Westlake Kaitiaki

“The greatest threat to our planet is the belief that someone else will save it.” These are the profound words of Robert Swan, who made the ambitious trek from the North pole to the South pole. These words are at the very heart of what Westlake Kaitiaki does; we take it upon ourselves to do whatever we can for our planet, however small it may be.

With the generous aid of the Auckland Council and the Whitebait Connection, we are delighted to see that informative signs designed by our very own Westlake students have been placed around Smith’s Bush.
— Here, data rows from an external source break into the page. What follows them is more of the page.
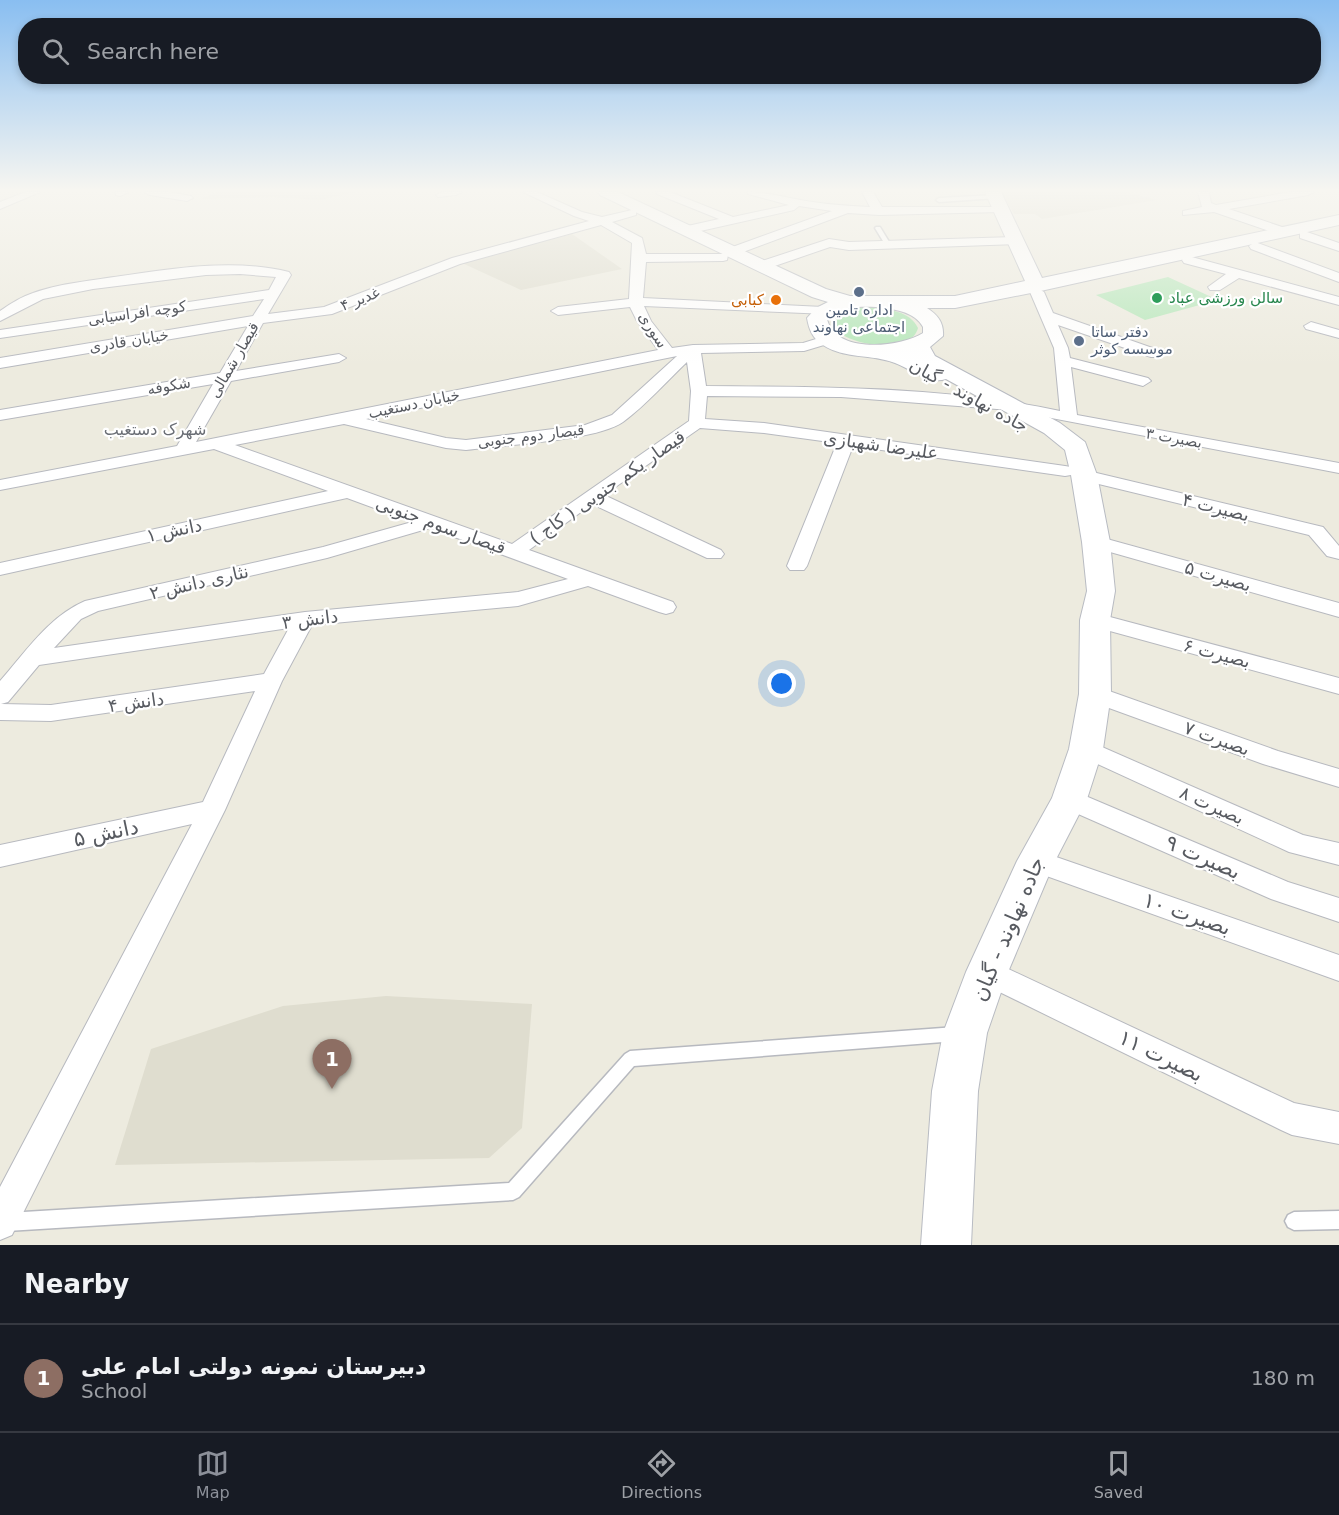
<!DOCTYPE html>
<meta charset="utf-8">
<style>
:root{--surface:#171b24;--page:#20242c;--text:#f1f3f6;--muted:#9ea1a6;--line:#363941;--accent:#8c9099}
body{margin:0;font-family:"DejaVu Sans",Cairo,sans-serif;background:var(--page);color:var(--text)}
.you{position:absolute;left:782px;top:684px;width:21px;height:21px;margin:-15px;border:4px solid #fff;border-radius:50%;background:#1a73e8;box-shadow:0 0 0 9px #1a73e833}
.badge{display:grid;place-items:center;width:39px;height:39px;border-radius:50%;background:var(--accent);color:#fff;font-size:20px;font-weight:700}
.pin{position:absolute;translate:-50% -50px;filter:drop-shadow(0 2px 3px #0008)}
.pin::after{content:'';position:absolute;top:32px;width:21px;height:18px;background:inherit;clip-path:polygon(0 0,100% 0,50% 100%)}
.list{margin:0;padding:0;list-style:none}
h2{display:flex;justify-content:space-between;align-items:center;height:78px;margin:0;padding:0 24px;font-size:26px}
h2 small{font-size:20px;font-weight:400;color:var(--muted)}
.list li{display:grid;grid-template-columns:39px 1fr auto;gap:18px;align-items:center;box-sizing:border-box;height:108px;padding:0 24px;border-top:2px solid var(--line)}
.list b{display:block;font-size:22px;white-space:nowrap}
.list p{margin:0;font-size:20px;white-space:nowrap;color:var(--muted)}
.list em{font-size:20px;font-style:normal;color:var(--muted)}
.icon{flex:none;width:33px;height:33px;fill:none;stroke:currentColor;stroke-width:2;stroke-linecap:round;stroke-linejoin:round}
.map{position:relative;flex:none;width:1339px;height:1245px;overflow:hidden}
.search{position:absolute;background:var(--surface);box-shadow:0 3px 9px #0003;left:18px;right:18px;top:18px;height:66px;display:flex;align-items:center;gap:15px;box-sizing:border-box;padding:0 21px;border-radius:24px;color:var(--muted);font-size:22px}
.sheet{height:186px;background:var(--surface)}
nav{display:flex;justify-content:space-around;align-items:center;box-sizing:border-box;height:84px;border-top:2px solid var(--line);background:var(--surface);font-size:16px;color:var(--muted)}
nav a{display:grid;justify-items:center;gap:3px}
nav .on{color:var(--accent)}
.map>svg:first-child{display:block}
</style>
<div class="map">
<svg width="1339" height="1245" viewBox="0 0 1339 1245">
<rect width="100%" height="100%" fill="#edebdf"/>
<!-- education -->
<g fill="#dfddcf">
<path d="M217,192H356L320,200L274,197L201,199Z"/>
<path d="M1001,192H1126L1157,200L1042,219L1035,214H1014Z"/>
<path d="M572,234L622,269L521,290L462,263Z"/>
<path d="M386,996L532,1004L522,1128L489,1158L115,1165L151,1049L283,1006Z"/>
</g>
<!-- green -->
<g fill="#b8e7bb">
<path d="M1168,277L1218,300L1145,320L1096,295Z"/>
<path d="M871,307C888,309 910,311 918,328C911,356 846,346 832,326C833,308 857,308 871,307Z"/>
</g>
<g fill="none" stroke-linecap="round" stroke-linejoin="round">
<!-- lane casing -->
<g stroke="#b7b9bf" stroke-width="3">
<g id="lane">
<path d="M995,195L998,197L997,198L939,202L936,200L939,198Z"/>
<path d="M876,227H880L891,245L890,246H886L875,228Z"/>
<path d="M956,1027L961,1029L964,1034L961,1039L956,1041L634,1066L519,1197L513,1200L7,1231L0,1226L1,1216L7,1213L509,1183L625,1054L630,1051Z"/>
<path d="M1339,1211V1229L1294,1230L1288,1227L1285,1221L1288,1215L1294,1212Z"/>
</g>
</g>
<!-- street casing -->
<g stroke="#b7b9bf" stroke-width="2">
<g id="street">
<path d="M25,192H40L0,209V202Z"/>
<path d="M115,192H129L120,196L116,195Z"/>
<path d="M144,192H169L191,196L193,198L187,201L150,195Z"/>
<path d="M442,192H462L456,195L438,197L436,195Z"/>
<path d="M523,192H537L582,212L602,217L632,210L636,211V215L612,222L642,238L646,254H726L727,249L832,211L799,206L794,210L687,234L681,230L683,227L719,219L657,194L656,192H670L733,217L789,205L748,194L747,192C769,192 791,199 813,202C832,205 851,206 870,207L862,192H873L882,207H1005V211L1001,212L879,215L848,213L735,255H728L727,260L723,261L646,262L643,298L823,307L830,311L828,314L644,306L651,321L672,348L693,345L803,343L829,335L836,339L834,342L804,351L701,353L706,386C824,387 945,386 1060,411L1054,348L1030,292L1037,288L1044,292L1053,313L1161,351L1163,354L1161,357H1151L1058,325L1068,348L1070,358L1148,378L1151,381L1143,386L1071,367L1077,415L1339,463V473L1010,410L841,397L707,396L705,419L764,423L1065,466L1071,467L1074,471L1071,475L1065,476L853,446L807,566L804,570H790L787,566L837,443L764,433L700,428L604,495L721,550L724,554L721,558H707L592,504L529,550L673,602L676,607L673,612L666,614L659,612L588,586L518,606L312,625L282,681L225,810L12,1235L0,1240V1187L192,824L0,867V845L203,802L255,691L51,721L0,720V681C25,653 48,617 85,601L323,547L412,522L347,498L0,575V563L328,491L214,449L0,490V480L177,446L213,384L0,420V410L220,373L248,326L0,368V358L253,316L264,299L0,338V330L269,290L276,277L240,274L206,275L93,289L43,299L0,321V311C10,304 21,297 33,293C58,284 87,281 114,277C170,269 233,258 289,272L291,275L268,314L324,307L452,258L589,221L574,216ZM601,225L632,243L629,299L558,307L551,311L558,315L630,307L637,321L658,350L196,442L231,381L339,362L346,358L339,354L236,371L263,323L332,314L460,264ZM677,356L612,415L585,425L466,440L446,438L366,419ZM687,362L691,391L689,421L512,544L235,445L344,424L446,448L466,450C502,445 596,441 623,422C646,405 667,381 687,362ZM430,528L568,579L518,592L305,612L54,648L81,619L98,611L327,558ZM289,628L264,674L51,705L1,704L8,702L39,665Z"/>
<path d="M1198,192H1209L1211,203L1216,205L1290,192H1314L1308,195L1229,209L1288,229V235L1284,236L1214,212L1183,215V211L1202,207Z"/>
<path d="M1304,231L1339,243V251L1300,238V232Z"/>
<path d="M1015,237L1021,241L1019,244L849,250L830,247L766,269H756L755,266L756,263L829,239L849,242Z"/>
<path d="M1255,242L1339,273V282L1251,249L1249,246Z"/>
<path d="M1188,256L1339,297V305L1239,278L1220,290H1210L1208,287L1226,274L1184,263L1182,260L1184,257Z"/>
<path d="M1311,322L1339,330V338L1306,329L1304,326Z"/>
<path d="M1084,470L1323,527L1339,546V559L1327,556L1309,535L1078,479L1075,475L1078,471Z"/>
<path d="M1096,536L1339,603V617L1089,546L1086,542L1089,538Z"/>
<path d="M1095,613L1339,678V694L1088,625L1085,620L1088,615Z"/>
<path d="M1095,686L1278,751L1339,769V787L1263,764L1087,700L1084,694L1087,688Z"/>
<path d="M1086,740L1303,835L1339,843V865L1289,852L1078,755L1074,749L1078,743Z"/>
<path d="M1069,789L1288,882L1339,898V922L1271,899L1060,806L1056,799L1060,792Z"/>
<path d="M1036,850L1339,955V981L1027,869L1023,861L1027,853Z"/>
<path d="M987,959L1294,1103L1339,1112V1144L1292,1135L1281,1130L977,981L972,972L977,963Z"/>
</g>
</g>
<!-- secondary casing -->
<g stroke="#b8bbc2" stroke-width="2">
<path id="secondary" d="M598,192H618L826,289L850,296H955L1025,281L985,192H1001L1042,278L1339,215V225L1036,292L955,308H927C938,315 944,323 943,336L930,347L935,356L1060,423L1085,442L1097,475L1110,542L1115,591L1110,620L1111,694L1103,749L1087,799L1054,863L1008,972L987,1033L978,1091L971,1245H921L932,1091L943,1033L966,972L1017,861L1052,798L1069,749L1079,694L1080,620L1087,591L1082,542L1071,475L1065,450L1044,433L946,379C929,385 911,369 895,363C872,354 844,359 823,345C812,338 809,329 807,318L816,308L828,302L812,297L600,195ZM876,307C892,309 915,311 923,327V333C899,348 835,354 827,319C842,307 858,306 876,307Z"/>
</g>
<!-- lane -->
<use href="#lane" fill="#fff" fill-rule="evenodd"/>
<!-- street -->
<use href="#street" fill="#fff" fill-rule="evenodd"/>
<!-- secondary -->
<use href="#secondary" fill="#fff" fill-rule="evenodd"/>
</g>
<!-- sky -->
<linearGradient id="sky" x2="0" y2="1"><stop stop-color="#89bef1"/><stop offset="0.52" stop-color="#f7f6f1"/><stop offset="1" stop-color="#f7f6f1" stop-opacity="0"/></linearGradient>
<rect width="1339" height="366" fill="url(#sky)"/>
<!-- markers -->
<g fill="#5c6f8a" stroke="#fff" stroke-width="2">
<circle cx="859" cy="292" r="6"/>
<circle cx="1079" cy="341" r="6"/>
</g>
<circle fill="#2e9e5b" stroke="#fff" stroke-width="2" cx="1157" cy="298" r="6"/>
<circle fill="#e8710a" stroke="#fff" stroke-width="2" cx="776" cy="300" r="6"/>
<g text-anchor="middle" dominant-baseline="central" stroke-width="4.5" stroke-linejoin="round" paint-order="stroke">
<!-- far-leisure labels -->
<g font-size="15" fill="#27864d" stroke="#fff" text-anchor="start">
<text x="1169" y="298">سالن ورزشی عباد</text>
</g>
<!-- far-street labels -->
<g font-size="15" fill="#585b61" stroke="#fff">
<text transform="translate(360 299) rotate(-21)">غدیر ۴</text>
<text transform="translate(137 313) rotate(-8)">کوچه افراسیابی</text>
<text transform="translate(653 330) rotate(57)">سوری</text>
<text transform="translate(129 341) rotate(-9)">خیابان قادری</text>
<text transform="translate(234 360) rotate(-60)">قیصار شمالی</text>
<text transform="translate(169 386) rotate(-10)">شکوفه</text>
<text transform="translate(414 404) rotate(-12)">خیابان دستغیب</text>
<text transform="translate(531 436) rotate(-7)">قیصار دوم جنوبی</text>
<text transform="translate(1174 438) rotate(10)">بصیرت ۳</text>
</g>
<!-- far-food labels -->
<g font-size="15" fill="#c56008" stroke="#fff" text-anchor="end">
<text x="764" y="300">کبابی</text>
</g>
<!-- far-service labels -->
<g font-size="15" fill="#4e5e75" stroke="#fff">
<text x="859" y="310">اداره تامین<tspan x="859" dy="17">اجتماعی نهاوند</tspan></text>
<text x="1091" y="332" text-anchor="start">دفتر ساتا<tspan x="1091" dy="17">موسسه کوثر</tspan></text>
</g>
<!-- far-neighbourhood labels -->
<g font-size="16" fill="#696d74" stroke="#fff">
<text x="155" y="429">شهرک دستغیب</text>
</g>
<!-- street labels -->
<g font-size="18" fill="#585b61" stroke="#fff">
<text transform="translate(969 395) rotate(29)">جاده نهاوند - گیان</text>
<text transform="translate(881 445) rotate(8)">علیرضا شهبازی</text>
<text transform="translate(607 487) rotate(-35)">قیصار یکم جنوبی ( کاج )</text>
<text transform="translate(1216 507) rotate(14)">بصیرت ۴</text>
<text transform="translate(441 525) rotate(20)">قیصار سوم جنوبی</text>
<text transform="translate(174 530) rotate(-12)">دانش ۱</text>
<text transform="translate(1218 576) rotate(16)">بصیرت ۵</text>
<text transform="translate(199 582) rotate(-13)">نثاری دانش ۲</text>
<text transform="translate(310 619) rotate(-7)">دانش ۳</text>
<text transform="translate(1217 653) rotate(15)">بصیرت ۶</text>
<text transform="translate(136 702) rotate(-8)">دانش ۴</text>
<text transform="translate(1217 738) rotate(20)">بصیرت ۷</text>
<text transform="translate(1212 805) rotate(24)">بصیرت ۸</text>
</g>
<!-- near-street labels -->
<g font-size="21" fill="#585b61" stroke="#fff">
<text transform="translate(106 833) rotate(-12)">دانش ۵</text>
<text transform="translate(1203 857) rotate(24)">بصیرت ۹</text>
<text transform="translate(1187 914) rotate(19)">بصیرت ۱۰</text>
<text transform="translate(1008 929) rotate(-67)">جاده نهاوند - گیان</text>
<text transform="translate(1161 1056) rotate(26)">بصیرت ۱۱</text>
</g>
</g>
</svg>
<div class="you"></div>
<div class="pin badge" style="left:332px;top:1089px;background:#8d6e63">1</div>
<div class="search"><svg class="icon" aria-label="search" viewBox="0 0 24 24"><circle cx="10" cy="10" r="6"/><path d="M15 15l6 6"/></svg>Search here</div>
</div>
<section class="sheet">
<h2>Nearby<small></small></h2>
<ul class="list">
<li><span class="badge" style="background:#8d6e63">1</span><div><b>دبیرستان نمونه دولتی امام علی</b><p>School</p></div><em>180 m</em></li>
</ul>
</section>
<nav>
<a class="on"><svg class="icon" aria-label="map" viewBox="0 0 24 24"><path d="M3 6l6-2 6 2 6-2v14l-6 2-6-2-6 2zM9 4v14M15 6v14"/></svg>Map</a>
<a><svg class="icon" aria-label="directions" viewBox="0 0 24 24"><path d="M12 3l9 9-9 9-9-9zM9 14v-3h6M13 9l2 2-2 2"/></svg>Directions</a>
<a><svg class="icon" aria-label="saved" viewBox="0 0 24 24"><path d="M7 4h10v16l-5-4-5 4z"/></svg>Saved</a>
</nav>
Upon entry, it is nearly impossible not to be taken aback by the beauty and serenity of the reserve. As we walk along the boardwalk, gently brushing the leaves on either side and marvelling at the trills of various native birds, it is saddening for us when the startlingly neon colours of confectionary wrappers and a plethora of litter snatches our attention. Small actions such as littering are mistaken for being just that: minuscule and with little significance. Our signs aim to outline the resounding consequences that these actions truly have on our fragile ecosystem.

Too often the tranquil and gentle sounds of nature’s melodies remain unheard. We hope that the introduction of signage will implore those walking through the bush to listen to her song, to see her beauty and unite to protect her precious library of biodiverse life, one small action at a time.

We couldn’t have accomplished what we have in Westlake Kaitiaki without the help of Ms See and Ms Bhavasar, and of course, the leadership of Kenzie McKay. Together, we hope to continue encouraging others to participate in positive actions for the environment and continue the legacy of our former student Anja Philip.

As we tilt our heads up and gaze at the wisps of light peering through the tall canopies soaring above, their branches and leaves intertwined, we are reminded of how alone we can do so little, but together we can accomplish anything.